> ASSIGNMENT:
Within the material below, how many lines contain the word "service"? Give that number only.

> INPUT:
Content starts

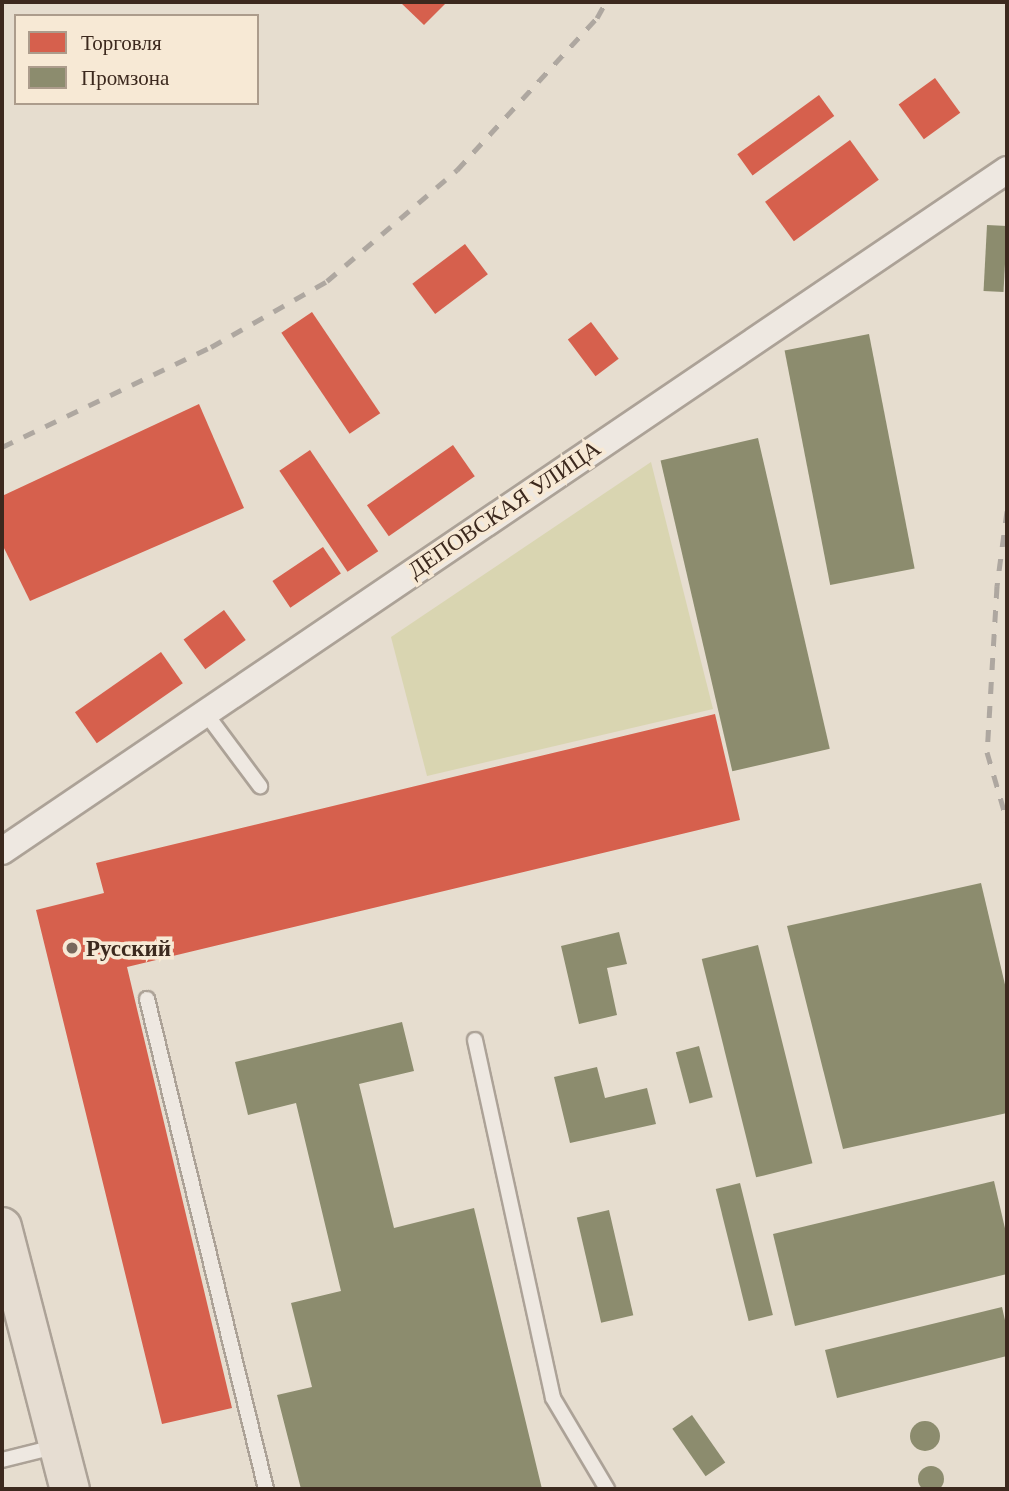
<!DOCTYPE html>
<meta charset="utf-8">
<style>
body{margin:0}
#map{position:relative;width:1009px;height:1491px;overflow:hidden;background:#e6ddcf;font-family:"Libre Baskerville",serif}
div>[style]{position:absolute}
.green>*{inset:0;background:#d9d5b1}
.shops>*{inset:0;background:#d6604d;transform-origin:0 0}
.industry>*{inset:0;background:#8c8c6e;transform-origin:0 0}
.round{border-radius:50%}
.roads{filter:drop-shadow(2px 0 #aca297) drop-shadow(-2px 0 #aca297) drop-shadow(0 2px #aca297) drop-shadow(0 -2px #aca297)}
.service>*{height:14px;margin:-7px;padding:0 7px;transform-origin:7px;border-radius:7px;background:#eee8e1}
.minor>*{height:26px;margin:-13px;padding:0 13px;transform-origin:13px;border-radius:13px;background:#eee8e1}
.primary>*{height:38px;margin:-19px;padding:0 19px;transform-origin:19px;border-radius:19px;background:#e6ddd2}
.rail>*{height:5px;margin-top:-2.5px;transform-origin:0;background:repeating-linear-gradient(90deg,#aea7a0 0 12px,transparent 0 24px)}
.dots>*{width:19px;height:19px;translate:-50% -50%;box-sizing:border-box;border:4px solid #f7e9d5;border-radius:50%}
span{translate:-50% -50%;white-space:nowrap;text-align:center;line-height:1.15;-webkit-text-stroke:7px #f7e9d5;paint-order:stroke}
.street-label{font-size:23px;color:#3c291e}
.poi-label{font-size:23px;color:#3c291e;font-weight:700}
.left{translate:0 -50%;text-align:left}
.frame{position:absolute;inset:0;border:4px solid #3c291e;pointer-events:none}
.legend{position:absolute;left:14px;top:14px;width:245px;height:91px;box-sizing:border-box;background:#f7e9d5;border:2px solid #ac9c8c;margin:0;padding:9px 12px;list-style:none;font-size:21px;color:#3c291e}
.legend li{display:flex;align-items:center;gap:14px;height:35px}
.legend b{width:35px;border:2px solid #ac9c8c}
</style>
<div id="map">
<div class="green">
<div style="clip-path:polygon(651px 462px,713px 709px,427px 776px,391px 637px)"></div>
</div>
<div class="shops">
<div style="clip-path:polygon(400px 2px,447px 2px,424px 25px)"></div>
<div style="left:935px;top:78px;width:43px;height:45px;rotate:54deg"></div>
<div style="left:819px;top:95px;width:26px;height:101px;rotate:54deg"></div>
<div style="left:850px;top:140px;width:49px;height:105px;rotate:54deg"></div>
<div style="left:465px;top:244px;width:38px;height:66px;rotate:53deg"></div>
<div style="left:312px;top:312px;width:122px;height:37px;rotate:56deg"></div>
<div style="left:591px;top:322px;width:46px;height:29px;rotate:53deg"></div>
<div style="clip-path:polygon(199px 404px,244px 508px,30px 601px,2px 544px,2px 496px)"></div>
<div style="left:453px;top:445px;width:38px;height:105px;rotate:55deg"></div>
<div style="left:310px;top:450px;width:122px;height:37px;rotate:56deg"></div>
<div style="left:323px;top:547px;width:32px;height:61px;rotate:56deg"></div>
<div style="left:224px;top:610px;width:37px;height:50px;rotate:54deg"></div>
<div style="left:161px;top:652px;width:38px;height:105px;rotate:55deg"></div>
<div style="clip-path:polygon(715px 714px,740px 820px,127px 967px,232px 1408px,162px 1424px,36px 910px,104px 893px,96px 863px)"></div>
</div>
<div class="industry">
<div style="left:987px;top:225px;width:20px;height:66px;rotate:3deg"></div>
<div style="left:869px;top:334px;width:239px;height:86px;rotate:79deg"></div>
<div style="left:758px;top:438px;width:319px;height:100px;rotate:77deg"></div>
<div style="clip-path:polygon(981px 883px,1007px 993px,1007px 1113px,843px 1149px,787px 926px)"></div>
<div style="clip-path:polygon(619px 932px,627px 964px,607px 968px,617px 1015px,579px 1024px,561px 946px)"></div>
<div style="left:758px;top:945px;width:225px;height:58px;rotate:76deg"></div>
<div style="clip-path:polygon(402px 1022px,414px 1071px,359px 1084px,394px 1228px,474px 1208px,542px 1489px,301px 1489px,277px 1395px,312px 1387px,291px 1303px,341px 1291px,296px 1103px,248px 1115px,235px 1062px)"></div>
<div style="left:699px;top:1046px;width:53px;height:24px;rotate:75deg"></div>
<div style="clip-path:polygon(597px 1067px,605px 1098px,647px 1088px,656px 1124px,570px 1143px,554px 1077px)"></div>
<div style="clip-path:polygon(994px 1181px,1007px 1237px,1007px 1274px,795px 1326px,773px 1234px)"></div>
<div style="left:740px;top:1183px;width:136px;height:25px;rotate:76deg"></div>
<div style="left:609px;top:1210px;width:108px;height:33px;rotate:77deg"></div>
<div style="clip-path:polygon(1002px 1307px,1007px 1329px,1007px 1356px,837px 1398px,825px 1350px)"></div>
<div style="left:692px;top:1415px;width:58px;height:24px;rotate:55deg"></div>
<div class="round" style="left:910px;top:1421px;width:30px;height:30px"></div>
<div class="round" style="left:918px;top:1466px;width:26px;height:26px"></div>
</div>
<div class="roads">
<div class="service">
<div style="left:204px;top:711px;width:94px;rotate:53.3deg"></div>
<div style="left:147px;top:999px;width:504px;rotate:76.35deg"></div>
<div style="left:475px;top:1040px;width:366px;rotate:77.7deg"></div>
<div style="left:553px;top:1398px;width:106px;rotate:59.3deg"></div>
<div style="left:2px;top:1460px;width:58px;rotate:-14deg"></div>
</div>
<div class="minor">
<div style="left:2px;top:851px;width:1214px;rotate:-34.12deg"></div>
</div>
<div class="primary">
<div style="left:2px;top:1227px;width:271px;rotate:75.5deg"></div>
</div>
</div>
<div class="rail">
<div style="left:2px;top:447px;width:232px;rotate:-25.6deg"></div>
<div style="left:211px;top:347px;width:133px;rotate:-29.6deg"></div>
<div style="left:327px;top:281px;width:171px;rotate:-40.5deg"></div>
<div style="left:457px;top:170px;width:207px;rotate:-47.4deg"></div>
<div style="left:597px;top:18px;width:18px;rotate:-61deg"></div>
<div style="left:1007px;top:511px;width:76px;rotate:97.6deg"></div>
<div style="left:997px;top:586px;width:166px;rotate:93.4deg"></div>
<div style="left:987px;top:752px;width:72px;rotate:73.8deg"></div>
</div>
<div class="dots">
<div style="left:72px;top:948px;background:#78685c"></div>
</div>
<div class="street-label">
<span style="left:504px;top:509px;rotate:-34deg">ДЕПОВСКАЯ УЛИЦА</span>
</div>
<div class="poi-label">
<span class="left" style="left:86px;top:948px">Русский</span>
</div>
<div class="frame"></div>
<ul class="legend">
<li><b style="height:19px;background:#d6604d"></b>Торговля</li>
<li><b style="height:19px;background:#8c8c6e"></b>Промзона</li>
</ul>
</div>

Content ends

> RESPONSE BELOW:
2